Data under study
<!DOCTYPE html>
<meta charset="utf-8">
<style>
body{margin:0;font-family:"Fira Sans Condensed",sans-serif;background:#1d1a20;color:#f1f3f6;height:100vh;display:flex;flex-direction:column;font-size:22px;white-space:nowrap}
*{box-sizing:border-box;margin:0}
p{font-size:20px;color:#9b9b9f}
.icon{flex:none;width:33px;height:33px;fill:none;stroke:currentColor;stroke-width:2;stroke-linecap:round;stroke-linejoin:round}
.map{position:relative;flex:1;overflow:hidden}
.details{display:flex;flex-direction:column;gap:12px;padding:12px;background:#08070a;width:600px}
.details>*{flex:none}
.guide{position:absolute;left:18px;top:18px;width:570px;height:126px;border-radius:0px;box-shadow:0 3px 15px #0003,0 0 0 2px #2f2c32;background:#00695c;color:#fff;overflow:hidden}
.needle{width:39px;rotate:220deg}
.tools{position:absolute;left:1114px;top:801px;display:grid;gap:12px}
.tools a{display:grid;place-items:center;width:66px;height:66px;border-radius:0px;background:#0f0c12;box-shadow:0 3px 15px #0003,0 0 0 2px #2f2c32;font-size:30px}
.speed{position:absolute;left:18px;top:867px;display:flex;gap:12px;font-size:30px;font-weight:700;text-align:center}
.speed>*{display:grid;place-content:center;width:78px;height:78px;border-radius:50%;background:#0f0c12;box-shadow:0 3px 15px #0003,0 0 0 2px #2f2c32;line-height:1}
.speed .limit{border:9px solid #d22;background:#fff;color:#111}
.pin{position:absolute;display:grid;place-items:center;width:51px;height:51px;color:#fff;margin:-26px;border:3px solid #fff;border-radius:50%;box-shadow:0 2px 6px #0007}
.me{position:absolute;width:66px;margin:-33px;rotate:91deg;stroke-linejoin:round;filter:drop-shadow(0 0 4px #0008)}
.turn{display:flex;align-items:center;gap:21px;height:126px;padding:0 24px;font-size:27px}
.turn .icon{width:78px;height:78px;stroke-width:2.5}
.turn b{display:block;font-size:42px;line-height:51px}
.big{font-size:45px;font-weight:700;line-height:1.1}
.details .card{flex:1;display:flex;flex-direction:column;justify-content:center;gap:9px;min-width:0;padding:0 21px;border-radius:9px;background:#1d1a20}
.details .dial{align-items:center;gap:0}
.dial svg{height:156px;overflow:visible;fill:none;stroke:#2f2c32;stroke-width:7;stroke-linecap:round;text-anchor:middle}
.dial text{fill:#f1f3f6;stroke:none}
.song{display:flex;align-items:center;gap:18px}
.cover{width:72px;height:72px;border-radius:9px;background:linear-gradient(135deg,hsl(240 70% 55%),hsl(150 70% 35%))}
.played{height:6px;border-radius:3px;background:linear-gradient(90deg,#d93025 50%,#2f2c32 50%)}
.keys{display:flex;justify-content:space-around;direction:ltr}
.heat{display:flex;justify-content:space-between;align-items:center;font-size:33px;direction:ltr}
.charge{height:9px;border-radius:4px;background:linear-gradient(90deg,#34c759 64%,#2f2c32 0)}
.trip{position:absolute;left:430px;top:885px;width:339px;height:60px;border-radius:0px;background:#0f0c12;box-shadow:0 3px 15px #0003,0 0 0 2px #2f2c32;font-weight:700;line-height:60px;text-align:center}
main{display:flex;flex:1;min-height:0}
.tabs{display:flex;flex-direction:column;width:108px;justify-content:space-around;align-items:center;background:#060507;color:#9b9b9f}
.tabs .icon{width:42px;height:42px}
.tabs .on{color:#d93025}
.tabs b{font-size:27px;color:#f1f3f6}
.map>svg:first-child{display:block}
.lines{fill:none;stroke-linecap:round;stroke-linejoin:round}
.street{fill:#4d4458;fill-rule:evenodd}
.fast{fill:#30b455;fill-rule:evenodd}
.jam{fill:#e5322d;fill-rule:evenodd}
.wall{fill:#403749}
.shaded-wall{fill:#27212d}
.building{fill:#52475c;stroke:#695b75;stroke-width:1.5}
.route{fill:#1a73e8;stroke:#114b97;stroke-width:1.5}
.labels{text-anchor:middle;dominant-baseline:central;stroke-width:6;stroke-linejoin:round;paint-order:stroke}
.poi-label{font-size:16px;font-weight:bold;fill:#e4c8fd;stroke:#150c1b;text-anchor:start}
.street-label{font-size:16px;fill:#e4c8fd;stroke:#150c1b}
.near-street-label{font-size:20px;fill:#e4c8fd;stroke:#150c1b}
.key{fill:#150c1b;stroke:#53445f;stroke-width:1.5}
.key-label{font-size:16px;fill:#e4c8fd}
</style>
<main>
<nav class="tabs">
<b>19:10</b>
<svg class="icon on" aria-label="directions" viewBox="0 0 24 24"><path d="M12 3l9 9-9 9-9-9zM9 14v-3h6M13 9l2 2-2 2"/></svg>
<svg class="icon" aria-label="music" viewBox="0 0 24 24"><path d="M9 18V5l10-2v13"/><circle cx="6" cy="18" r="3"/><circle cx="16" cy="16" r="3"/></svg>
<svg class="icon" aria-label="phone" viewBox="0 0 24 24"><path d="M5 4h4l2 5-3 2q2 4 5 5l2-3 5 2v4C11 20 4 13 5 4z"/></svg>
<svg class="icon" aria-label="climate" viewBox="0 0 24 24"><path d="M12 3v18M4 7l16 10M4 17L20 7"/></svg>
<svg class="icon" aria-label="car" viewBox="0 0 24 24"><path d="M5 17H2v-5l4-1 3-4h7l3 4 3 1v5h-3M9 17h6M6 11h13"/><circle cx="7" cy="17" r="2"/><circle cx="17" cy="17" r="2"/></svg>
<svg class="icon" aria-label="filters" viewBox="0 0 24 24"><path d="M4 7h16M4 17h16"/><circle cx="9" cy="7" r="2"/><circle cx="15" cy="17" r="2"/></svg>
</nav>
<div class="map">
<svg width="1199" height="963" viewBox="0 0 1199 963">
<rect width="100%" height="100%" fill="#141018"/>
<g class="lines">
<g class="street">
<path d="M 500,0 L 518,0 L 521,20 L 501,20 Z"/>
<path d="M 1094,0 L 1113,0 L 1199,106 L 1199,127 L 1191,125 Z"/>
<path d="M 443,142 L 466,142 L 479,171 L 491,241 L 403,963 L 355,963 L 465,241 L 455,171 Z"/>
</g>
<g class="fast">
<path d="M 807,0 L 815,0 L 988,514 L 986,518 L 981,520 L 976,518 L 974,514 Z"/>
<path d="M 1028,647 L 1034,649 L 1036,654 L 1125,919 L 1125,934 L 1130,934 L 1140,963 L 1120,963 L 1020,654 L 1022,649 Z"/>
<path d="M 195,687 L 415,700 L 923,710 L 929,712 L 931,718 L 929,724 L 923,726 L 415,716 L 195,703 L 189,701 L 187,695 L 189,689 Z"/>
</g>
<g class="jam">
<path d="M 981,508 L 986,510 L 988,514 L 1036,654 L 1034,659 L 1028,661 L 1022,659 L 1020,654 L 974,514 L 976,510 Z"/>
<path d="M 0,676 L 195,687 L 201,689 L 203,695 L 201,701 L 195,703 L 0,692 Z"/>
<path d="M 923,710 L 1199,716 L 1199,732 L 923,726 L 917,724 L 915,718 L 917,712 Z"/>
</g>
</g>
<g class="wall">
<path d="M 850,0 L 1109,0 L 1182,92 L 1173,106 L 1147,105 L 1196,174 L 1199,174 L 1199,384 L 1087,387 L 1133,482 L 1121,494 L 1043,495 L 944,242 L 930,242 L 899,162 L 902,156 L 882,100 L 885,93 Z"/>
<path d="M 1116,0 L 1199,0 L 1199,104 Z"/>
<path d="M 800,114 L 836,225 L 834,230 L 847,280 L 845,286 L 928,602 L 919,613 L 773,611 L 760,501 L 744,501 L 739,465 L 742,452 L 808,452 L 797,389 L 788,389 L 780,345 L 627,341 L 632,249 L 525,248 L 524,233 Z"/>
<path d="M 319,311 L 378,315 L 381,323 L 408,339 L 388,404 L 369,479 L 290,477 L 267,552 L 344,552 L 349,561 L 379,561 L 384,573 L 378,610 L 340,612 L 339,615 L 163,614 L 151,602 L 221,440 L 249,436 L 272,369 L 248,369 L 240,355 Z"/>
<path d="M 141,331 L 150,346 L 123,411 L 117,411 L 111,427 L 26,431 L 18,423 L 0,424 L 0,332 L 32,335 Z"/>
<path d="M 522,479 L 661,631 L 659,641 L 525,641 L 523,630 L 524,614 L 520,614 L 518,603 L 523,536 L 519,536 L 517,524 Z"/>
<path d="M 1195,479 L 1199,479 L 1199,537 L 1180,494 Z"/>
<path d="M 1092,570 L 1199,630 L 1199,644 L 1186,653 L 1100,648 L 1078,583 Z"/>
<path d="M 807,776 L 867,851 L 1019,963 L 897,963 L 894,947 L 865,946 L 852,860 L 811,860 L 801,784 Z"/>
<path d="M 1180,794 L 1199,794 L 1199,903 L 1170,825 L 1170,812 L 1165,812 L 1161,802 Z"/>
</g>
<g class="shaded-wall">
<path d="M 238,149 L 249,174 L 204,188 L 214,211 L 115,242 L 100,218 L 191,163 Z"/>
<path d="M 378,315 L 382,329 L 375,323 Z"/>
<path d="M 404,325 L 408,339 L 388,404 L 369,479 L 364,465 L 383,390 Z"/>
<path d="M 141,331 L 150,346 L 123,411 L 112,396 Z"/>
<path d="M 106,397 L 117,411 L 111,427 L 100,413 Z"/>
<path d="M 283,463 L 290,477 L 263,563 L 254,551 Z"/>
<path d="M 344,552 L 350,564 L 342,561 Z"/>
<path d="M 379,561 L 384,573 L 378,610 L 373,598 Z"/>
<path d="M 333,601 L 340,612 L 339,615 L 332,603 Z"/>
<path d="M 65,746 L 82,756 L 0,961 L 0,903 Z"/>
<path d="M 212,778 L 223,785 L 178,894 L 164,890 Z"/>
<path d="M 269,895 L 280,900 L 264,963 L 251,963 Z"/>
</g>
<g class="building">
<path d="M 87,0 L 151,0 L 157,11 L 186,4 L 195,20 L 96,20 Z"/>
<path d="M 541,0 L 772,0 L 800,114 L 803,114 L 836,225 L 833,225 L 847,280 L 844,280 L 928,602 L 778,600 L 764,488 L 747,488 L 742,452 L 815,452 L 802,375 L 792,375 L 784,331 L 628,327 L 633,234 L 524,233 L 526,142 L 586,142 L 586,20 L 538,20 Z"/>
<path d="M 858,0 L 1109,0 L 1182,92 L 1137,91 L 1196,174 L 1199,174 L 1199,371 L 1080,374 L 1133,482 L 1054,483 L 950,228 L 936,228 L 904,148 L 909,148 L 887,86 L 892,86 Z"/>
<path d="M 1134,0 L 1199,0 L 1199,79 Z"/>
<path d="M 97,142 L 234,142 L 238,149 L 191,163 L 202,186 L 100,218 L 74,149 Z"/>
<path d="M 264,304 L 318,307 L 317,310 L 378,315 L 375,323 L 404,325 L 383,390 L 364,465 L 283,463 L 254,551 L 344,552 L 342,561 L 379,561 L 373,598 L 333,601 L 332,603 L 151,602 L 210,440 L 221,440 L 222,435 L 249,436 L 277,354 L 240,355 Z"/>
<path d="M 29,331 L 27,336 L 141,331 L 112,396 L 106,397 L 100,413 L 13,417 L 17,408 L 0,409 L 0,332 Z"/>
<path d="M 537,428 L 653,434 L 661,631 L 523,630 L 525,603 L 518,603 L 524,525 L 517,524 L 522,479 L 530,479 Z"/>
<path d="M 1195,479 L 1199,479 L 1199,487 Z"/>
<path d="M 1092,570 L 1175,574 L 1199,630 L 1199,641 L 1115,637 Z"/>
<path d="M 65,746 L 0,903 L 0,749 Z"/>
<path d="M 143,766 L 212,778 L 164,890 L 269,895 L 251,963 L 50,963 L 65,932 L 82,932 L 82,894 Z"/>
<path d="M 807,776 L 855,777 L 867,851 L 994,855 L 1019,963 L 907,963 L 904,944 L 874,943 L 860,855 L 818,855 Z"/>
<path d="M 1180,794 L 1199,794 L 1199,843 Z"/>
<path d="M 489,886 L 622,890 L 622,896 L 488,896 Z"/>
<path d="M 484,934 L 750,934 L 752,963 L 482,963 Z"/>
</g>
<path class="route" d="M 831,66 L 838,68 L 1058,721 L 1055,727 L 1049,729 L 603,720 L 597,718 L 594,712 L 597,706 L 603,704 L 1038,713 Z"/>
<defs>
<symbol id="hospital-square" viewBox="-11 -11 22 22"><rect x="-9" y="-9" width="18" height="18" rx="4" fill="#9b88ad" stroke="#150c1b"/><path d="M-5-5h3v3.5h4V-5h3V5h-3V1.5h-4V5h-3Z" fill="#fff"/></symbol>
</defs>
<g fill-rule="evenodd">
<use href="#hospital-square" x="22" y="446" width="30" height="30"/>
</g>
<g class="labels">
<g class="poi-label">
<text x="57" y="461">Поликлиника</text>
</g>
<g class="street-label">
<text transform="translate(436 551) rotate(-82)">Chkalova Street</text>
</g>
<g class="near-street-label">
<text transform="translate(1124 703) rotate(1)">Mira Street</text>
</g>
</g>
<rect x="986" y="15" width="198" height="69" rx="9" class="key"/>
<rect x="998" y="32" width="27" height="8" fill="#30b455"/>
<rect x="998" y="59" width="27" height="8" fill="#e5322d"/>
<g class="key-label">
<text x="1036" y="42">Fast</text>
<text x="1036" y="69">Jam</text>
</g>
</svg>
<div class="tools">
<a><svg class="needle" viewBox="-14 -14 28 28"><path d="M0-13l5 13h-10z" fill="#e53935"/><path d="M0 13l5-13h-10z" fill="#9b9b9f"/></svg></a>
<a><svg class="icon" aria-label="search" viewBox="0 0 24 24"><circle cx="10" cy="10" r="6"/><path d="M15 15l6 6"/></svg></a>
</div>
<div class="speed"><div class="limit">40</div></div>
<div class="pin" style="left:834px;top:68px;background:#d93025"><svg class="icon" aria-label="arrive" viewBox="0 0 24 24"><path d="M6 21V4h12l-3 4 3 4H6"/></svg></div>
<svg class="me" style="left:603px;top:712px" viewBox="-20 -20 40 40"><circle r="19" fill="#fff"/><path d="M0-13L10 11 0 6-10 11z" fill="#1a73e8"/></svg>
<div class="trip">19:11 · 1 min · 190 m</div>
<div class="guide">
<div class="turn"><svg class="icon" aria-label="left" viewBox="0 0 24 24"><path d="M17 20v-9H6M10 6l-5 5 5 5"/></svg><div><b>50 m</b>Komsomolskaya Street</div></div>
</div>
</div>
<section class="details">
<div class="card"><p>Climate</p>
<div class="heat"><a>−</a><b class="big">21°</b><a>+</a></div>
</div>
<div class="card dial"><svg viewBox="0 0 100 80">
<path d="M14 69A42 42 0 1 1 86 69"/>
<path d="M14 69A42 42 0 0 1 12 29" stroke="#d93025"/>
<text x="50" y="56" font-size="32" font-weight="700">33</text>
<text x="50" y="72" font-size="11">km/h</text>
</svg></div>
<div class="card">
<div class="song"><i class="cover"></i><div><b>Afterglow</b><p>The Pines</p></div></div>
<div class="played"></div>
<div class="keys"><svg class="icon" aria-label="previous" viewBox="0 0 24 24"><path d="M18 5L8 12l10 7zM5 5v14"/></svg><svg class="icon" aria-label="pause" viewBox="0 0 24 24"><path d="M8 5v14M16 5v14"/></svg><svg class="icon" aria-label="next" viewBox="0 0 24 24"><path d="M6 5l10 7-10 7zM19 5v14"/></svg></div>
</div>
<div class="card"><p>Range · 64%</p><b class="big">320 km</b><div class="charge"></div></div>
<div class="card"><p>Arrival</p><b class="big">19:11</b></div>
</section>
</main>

Exercise
Whenever "route" occurs in a line above, copy that line.

Solution for this exercise
.route{fill:#1a73e8;stroke:#114b97;stroke-width:1.5}
<path class="route" d="M 831,66 L 838,68 L 1058,721 L 1055,727 L 1049,729 L 603,720 L 597,718 L 594,712 L 597,706 L 603,704 L 1038,713 Z"/>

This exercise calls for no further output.